Pages 337-355 | Published online: 26 Apr 2022
 

ABSTRACT

Governmental sustainable development pertains to the realm of collective action, which generates economies of scale in which the actors share the costs of their actions. Through consolidation, an originally adjoint city is merged with a county, facilitating the sustainable development of collective action within local governments. This study empirically corroborated the relationship between the time since local government consolidation (in years) and sustainability. Open government data were used to establish a secondary database; data from Taiwan’s 22 cities and counties were collected over a multiyear period, before and after county-city consolidation. Time-series analysis and event history analysis (survival analysis models) were employed to corroborate whether county-city consolidation positively affects sustainability. County-city consolidation contributed to improvements in sustainability, only in regard to the growth rate of per capita annual disposable income and the growth rate of tertiary education of 15+ age in the jurisdictions. This research then concluded that the extreme integration approach of local governments under county-city consolidation may promote collective sustainability-related benefits, but it may simultaneously enlarge the poverty gap in the society.

Disclosure statement

No potential conflict of interest was reported by the author(s).

Correction Statement

This article has been corrected with minor changes. These changes do not impact the academic content of the article.

Notes

Additional information

Funding

This paper is supported by the research project “The impact of interlocal integration─Evidence-based analysis on county-city consolidation and interlocal collaboration” sponsored by the Ministry of Science and Technology (MOST), Taiwan. Grant number:107-2410-H-305-044. This research is also funded by the Research Center for Public Opinion and Election in National Taipei University, Taiwan.

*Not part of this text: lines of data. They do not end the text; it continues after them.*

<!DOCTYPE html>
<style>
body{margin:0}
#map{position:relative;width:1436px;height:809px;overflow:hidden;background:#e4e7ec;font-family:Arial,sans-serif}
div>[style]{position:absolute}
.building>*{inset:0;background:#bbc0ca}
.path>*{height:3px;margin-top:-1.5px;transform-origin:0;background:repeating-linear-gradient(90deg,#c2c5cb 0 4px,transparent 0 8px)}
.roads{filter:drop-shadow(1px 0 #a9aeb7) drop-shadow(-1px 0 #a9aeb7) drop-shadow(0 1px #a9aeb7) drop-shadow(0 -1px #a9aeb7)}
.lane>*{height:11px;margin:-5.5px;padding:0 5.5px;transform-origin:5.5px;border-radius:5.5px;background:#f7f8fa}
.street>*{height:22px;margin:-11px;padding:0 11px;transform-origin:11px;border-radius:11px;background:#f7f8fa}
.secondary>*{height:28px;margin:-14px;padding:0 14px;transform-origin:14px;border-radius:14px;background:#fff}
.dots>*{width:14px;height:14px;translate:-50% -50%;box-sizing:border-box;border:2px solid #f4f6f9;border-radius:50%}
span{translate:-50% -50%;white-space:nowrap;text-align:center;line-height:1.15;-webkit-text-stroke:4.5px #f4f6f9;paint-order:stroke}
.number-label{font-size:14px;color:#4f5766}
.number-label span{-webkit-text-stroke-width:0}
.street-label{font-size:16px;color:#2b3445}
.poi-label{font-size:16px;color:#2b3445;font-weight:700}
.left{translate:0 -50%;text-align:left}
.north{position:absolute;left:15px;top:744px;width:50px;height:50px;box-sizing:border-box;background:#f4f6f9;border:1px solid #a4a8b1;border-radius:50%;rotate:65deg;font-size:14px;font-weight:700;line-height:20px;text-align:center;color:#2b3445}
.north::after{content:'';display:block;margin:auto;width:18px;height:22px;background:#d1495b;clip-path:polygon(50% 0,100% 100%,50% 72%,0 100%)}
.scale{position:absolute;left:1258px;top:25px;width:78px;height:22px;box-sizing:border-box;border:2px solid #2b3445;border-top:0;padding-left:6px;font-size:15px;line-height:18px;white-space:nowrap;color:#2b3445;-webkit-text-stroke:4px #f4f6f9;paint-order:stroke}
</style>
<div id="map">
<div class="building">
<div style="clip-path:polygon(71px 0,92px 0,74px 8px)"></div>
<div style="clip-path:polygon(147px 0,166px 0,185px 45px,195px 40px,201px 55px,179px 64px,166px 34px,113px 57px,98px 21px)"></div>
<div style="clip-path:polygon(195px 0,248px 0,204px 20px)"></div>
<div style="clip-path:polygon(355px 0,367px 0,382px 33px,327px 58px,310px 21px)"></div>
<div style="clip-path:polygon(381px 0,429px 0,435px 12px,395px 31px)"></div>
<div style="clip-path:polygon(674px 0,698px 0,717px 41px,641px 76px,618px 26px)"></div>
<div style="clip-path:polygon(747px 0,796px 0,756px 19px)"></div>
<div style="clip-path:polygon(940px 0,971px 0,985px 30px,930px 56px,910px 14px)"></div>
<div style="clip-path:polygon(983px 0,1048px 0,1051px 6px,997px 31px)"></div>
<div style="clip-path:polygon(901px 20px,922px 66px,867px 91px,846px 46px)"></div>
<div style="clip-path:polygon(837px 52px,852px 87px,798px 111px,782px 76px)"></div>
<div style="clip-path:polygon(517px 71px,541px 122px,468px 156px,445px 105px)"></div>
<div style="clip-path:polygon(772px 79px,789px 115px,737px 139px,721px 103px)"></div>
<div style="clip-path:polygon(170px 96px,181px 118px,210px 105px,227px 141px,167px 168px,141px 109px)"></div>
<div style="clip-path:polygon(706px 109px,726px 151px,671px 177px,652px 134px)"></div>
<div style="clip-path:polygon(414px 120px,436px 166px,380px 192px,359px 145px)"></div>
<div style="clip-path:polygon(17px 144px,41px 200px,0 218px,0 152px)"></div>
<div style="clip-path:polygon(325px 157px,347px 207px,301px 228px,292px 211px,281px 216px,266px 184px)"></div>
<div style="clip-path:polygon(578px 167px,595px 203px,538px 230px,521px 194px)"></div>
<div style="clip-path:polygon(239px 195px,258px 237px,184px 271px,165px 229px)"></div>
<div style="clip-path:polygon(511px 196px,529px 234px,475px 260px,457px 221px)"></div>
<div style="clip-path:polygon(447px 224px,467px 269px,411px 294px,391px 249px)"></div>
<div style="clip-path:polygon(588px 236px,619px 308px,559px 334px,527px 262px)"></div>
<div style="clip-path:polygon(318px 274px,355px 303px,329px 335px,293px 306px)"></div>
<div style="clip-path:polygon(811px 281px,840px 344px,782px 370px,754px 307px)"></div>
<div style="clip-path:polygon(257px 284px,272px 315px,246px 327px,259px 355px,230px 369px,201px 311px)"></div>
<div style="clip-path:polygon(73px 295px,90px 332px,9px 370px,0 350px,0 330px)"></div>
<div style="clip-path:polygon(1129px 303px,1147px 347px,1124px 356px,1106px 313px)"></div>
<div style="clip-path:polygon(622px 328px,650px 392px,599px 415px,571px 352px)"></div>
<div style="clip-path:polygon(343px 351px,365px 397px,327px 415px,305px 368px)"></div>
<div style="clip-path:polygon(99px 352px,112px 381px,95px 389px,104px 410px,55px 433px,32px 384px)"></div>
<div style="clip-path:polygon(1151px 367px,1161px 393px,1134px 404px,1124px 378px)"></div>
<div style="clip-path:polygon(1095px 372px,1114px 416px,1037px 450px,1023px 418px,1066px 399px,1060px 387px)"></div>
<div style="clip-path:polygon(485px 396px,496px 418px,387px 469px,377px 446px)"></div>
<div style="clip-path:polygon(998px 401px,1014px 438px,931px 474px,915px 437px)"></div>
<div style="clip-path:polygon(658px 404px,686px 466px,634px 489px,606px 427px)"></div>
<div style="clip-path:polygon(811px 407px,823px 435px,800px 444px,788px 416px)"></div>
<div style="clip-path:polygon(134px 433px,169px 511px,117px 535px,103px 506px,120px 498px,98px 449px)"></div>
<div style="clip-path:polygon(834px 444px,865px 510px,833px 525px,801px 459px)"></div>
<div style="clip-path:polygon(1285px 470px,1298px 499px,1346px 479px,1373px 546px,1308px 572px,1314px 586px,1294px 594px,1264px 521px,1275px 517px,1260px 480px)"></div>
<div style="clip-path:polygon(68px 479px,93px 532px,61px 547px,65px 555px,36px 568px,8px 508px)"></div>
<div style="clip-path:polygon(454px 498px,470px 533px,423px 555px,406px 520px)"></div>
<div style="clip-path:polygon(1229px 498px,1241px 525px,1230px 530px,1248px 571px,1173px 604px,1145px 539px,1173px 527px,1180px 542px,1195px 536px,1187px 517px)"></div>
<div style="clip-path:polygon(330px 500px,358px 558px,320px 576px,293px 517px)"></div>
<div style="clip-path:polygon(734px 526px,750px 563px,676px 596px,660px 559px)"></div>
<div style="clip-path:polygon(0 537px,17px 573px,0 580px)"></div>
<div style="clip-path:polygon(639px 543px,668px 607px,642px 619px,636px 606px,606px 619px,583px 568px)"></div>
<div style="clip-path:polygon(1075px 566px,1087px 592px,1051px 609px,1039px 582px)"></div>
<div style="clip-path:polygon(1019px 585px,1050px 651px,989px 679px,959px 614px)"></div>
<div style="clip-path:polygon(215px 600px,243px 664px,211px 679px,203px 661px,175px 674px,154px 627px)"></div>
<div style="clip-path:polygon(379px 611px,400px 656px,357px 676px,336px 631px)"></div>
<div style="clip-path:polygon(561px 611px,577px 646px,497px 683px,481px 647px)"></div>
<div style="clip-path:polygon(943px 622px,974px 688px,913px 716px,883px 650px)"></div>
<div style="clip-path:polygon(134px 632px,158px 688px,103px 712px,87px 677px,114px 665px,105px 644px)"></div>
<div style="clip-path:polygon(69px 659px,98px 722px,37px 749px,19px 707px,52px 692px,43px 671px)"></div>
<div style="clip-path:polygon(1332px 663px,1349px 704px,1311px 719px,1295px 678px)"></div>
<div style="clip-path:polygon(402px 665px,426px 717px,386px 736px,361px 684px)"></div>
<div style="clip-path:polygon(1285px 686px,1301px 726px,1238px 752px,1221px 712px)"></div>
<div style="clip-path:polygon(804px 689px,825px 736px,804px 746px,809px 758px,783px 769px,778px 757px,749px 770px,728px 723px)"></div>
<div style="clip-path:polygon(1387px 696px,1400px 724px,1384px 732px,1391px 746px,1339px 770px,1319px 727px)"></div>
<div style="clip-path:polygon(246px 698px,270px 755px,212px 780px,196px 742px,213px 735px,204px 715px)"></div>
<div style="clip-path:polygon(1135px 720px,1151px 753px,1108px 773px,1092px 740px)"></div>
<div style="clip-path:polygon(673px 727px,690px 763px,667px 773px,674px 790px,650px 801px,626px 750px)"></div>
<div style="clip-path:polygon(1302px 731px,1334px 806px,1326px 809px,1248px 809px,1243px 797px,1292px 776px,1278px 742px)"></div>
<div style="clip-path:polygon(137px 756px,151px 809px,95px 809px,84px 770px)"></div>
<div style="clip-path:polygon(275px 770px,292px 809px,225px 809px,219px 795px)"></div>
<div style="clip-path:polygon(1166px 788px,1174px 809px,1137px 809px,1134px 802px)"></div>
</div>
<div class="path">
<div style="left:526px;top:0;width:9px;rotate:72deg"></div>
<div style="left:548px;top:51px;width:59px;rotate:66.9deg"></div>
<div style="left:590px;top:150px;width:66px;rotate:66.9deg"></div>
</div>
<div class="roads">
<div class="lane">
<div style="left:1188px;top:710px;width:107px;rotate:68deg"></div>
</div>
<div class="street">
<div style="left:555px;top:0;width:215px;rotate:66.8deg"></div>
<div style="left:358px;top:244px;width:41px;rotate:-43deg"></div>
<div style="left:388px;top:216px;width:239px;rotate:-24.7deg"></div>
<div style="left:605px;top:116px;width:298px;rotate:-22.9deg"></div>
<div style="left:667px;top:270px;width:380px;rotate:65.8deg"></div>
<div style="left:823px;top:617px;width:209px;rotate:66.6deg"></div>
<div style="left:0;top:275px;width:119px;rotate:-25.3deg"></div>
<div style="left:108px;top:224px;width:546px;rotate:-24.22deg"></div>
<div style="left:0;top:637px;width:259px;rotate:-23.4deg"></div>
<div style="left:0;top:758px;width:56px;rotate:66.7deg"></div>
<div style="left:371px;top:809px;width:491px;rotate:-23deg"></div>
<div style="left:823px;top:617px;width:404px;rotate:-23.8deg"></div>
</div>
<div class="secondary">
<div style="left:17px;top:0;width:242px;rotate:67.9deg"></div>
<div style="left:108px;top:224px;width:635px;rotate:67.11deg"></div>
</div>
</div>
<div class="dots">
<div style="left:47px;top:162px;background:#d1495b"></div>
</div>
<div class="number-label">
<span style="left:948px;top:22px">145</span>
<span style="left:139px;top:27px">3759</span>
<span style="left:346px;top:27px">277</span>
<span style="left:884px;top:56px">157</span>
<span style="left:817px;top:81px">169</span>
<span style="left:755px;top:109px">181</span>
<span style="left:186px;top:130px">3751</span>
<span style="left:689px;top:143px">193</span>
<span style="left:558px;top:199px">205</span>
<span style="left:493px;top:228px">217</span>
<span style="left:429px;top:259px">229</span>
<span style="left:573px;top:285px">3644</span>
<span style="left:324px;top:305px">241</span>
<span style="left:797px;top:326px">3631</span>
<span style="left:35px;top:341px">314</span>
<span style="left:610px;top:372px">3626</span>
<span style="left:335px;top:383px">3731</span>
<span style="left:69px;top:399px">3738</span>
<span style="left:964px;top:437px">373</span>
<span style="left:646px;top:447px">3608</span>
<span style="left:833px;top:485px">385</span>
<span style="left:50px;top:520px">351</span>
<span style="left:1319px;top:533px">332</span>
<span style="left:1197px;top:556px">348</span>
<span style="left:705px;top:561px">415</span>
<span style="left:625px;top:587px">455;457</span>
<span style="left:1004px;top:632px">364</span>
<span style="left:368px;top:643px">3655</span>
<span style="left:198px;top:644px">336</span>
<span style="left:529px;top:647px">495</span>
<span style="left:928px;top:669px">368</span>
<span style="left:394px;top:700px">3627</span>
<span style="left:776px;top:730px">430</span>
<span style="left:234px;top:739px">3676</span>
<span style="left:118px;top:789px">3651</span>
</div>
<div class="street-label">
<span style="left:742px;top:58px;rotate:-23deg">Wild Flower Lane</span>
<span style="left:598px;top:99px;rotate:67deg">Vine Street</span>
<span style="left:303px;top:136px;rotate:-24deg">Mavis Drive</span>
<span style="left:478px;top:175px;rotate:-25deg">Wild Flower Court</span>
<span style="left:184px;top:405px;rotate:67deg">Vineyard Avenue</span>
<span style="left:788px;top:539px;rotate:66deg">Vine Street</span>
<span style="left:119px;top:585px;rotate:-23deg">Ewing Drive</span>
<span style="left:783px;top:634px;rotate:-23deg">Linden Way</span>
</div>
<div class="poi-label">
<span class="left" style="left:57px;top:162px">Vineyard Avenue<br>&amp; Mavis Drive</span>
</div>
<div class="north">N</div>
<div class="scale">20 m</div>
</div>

The initial draft of this paper was inspired by the second author’s master-degree thesis.

Notes on contributors

Ssu-Hsien Chen

Ssu-Hsien Chen (Olivia) was born in Taipei, Taiwan. She has a BA degree in Philosophy and a minor in Business Management from Fu Jen Catholic University, an MPA degree in Public Affairs from Ming Chuan University, and a PhD degree in Public Administration and Policy from Florida State University. She is an Associate Professor in the Department of Public Administration and Policy at National Taipei University, Taiwan. Her research interests include policy analysis, local/metropolitan governance, energy policies, interlocal networks and interactions, and the use of performance measurement in public sectors.

Wan-Chi Kuo

Wan-Chi Kuo was a master-degree student at the program of Public Administration and Policy at National Taipei University, Taiwan. Her research interests include quantitative research and sustainable development. The key words of her master-degree thesis are local government consolidation, collective action, county-city consolidation and sustainability of counties and cities.